On Thursday 27 February 2020 03:50:34 tomas@tuxteam.de wrote:

> On Wed, Feb 26, 2020 at 04:40:45PM -0500, Gene Heskett wrote:
>
> [...]
>
> > My reasoning too. I'd much druther be a black hole that doesn't even
> > have any Hawking Radiation.
>
> The bigger the hole, the less Hawking radiation :)
>
> [...]
>
> > In that event, and given that a /24 rule caught them, how many out
> > of that /24 get the reject message?
>
> Since the REJECT is part of the TCP connection establishment, only
> one is the target of this response (how many actually /can/ see it
> in their local segment is anyone's guess, but these days of
> intelligent switches, segments tend to be small-ish).
>
> > The iptables docs aren't that talkative... No need to bang on the
> > other 255 customers in that block that are not offenders.  That
> > wouldn't be at all neighborly. And likely would make the situation
> > much worse.
>
> Go, no: run to your Internet Library [1] and read up until the section
> "Connection Establishment" (no worries: it's early in that book).
>
> And for people behind restricted Internets: Wikipedia is downloadable!
>
> Alternatively go to your paper library and present yourself with one
> copy of R.W. Stevens "TCP-IP Illustrated". Not the most modern, but
> one of the best.

This library is a joke, the librarian is scared shitless of copyright 
law.  When I retired, I had an 18 year collection of McGraw-Hill's 
Electronics magazine, from which anybody that could read, could get 
himself the equ of the best education in electronics available anyplace 
on the planet, hopeing I might plant a seed in some youngster. Several 
hundred lbs of it since a year was at least 5-6" on the shelf. I went 
back to see how they were displayed about a week later, they weren't, 
the bitch had filed them in the trash bin and they'd already been picked 
up.  I went home and cry'd. To me, that was the equ of burning the 
Library of Alexandria.  That magazine was at least half my education in 
electronics. At that point, in 18 years as CE at WDTV, one piece of gear 
had been returned to the maker for repair, a Canuk outfit that didn't an 
american to fix his stuff, I kept everything else ticking along and the 
case cow fresh.  And you'd be amazed at how quick a news dept. can 
demolish a $30,000 camera.

Sure, I'm an old fart now, but as a child I had "The Nack" and I quit 
school over a health issue in the 9th grade, and went to work fixing the 
then (1948) new-fangled things called televisions, but consumers can be 
a-h's, so I got an fcc 1st phone without cracking a book and switched to 
broadcasting in the early 60's.  Then in '72 I saw where the local 
community college was testing for the Certified Electronics Technician 
certificate at their site in Norfolk NE.  So I drove the 15 miles down 
from the tv station I was in charge of for Nebraska ETV, a klystron 
powered transmitter on ch19, and laid my 20 bucks on the profs desk at 
12:50, test to start at 13:00. 125 mostly multiple choice, and I handed 
it back to him about 13:40. Accompanied by his raised eyebrows.

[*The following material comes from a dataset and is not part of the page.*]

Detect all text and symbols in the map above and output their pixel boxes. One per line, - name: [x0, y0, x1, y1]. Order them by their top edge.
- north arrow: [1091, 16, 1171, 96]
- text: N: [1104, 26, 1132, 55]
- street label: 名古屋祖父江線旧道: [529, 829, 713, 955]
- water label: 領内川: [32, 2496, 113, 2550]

Told him 
my work history and 2 weeks later rx'd a Journeyman card, I had missed 
2. That card says it all, and I have not failed to get the job I was 
applying for since. That tells the viewer I do know what I'm talking 
about even if he doesn't, which is usually the case.

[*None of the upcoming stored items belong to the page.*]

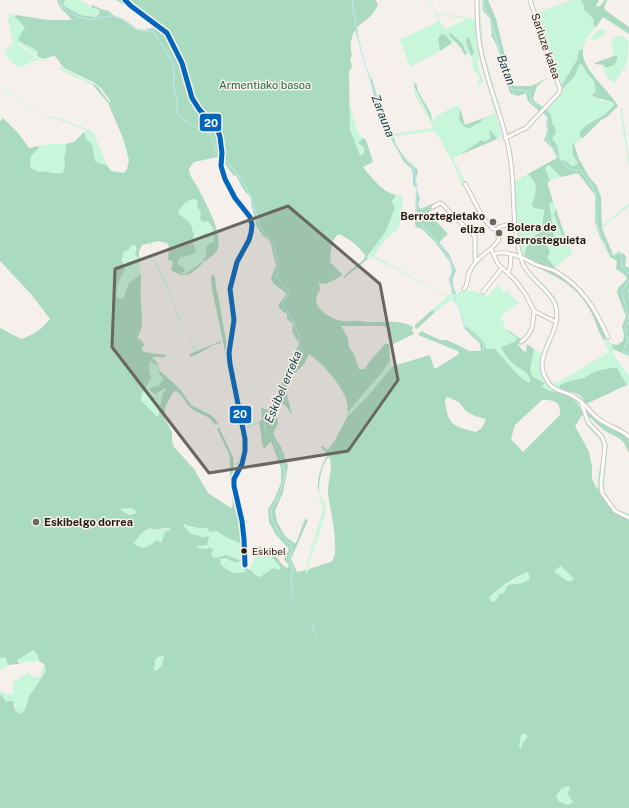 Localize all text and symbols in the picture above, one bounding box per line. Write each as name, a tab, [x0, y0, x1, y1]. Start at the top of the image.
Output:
street label: Sarluze kalea	[529, 12, 563, 80]
water label: Batan	[494, 53, 518, 87]
park label: Armentiako basoa	[219, 79, 311, 91]
water label: Zarauna	[369, 93, 397, 139]
line badge: 20	[199, 113, 222, 132]
text: 20	[204, 117, 218, 129]
place label: Berroztegietako eliza	[400, 210, 485, 235]
marker: Berroztegietako eliza	[488, 217, 498, 227]
place label: Bolera de Berrosteguieta	[507, 221, 586, 246]
marker: Bolera de Berrosteguieta	[494, 228, 504, 238]
water label: Eskibel erreka	[262, 349, 304, 425]
line badge: 20	[229, 405, 252, 424]
text: 20	[233, 408, 247, 420]
place label: Eskibelgo dorrea	[44, 516, 133, 528]
marker: Eskibelgo dorrea	[31, 517, 41, 527]
place label: Eskibel	[252, 545, 286, 557]
marker: Eskibel	[239, 546, 249, 556]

No, that librarian gets no more support from me. The destruction of that 
much knowledge was criminal in my view.
> Cheers
> -- t


Cheers, Gene Heskett
-- 
"There are four boxes to be used in defense of liberty:
 soap, ballot, jury, and ammo. Please use in that order."
-Ed Howdershelt (Author)
If we desire respect for the law, we must first make the law respectable.